(Stored dataset items)
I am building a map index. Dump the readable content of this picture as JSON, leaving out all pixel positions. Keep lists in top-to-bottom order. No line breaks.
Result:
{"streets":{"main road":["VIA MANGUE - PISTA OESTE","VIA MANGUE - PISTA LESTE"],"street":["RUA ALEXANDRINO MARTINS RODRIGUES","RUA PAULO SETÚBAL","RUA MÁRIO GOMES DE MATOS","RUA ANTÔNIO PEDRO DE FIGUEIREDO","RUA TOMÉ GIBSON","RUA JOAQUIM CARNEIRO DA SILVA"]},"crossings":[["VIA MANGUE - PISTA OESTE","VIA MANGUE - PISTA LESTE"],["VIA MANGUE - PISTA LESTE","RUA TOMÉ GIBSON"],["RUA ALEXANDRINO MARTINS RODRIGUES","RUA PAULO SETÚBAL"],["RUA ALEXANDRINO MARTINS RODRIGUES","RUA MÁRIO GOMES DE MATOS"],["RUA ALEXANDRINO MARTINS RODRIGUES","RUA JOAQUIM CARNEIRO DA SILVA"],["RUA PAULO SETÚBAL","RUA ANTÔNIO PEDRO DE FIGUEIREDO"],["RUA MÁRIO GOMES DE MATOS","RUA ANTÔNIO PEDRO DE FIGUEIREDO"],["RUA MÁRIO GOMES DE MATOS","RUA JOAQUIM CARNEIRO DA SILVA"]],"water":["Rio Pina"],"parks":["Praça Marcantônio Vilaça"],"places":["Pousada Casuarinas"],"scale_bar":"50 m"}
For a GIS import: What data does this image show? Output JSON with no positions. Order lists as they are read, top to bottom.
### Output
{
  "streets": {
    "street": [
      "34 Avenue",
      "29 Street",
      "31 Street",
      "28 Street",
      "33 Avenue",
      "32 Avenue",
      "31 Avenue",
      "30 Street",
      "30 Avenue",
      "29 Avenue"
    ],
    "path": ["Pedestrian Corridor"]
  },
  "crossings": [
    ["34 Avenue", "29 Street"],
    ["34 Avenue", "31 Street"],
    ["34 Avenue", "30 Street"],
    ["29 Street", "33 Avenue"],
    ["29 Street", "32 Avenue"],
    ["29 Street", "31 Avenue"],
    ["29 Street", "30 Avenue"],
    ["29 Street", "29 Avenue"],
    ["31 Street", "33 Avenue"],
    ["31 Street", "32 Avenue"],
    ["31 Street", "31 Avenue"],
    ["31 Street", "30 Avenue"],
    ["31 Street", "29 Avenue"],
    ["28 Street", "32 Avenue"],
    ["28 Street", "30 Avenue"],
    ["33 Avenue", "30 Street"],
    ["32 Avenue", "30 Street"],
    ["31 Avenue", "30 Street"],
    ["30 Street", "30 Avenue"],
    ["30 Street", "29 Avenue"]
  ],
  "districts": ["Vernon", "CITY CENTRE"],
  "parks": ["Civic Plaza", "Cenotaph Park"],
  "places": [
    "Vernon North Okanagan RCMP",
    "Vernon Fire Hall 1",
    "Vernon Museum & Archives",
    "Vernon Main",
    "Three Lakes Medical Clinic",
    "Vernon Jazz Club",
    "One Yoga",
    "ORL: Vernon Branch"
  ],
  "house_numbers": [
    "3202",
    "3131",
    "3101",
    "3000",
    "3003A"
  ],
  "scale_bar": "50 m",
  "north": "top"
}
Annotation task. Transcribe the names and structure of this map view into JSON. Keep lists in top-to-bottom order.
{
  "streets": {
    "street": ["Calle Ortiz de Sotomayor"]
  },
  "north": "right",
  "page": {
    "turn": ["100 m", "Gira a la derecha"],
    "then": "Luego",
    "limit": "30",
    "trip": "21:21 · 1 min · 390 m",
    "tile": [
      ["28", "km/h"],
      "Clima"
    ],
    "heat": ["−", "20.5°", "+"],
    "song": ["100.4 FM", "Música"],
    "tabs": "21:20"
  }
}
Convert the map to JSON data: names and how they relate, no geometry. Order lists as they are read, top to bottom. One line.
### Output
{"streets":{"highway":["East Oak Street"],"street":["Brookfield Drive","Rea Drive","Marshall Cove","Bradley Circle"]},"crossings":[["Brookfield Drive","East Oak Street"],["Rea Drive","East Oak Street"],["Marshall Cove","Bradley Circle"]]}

▶ TRY IT:
Pull every line with the word "they" from the data.

▶ YOUR SOLUTION:
For a GIS import: What data does this image show? Output JSON with no positions. Order lists as they are read, top to bottom.
Convert the map to JSON data: names and how they relate, no geometry. Order lists as they are read, top to bottom. One line.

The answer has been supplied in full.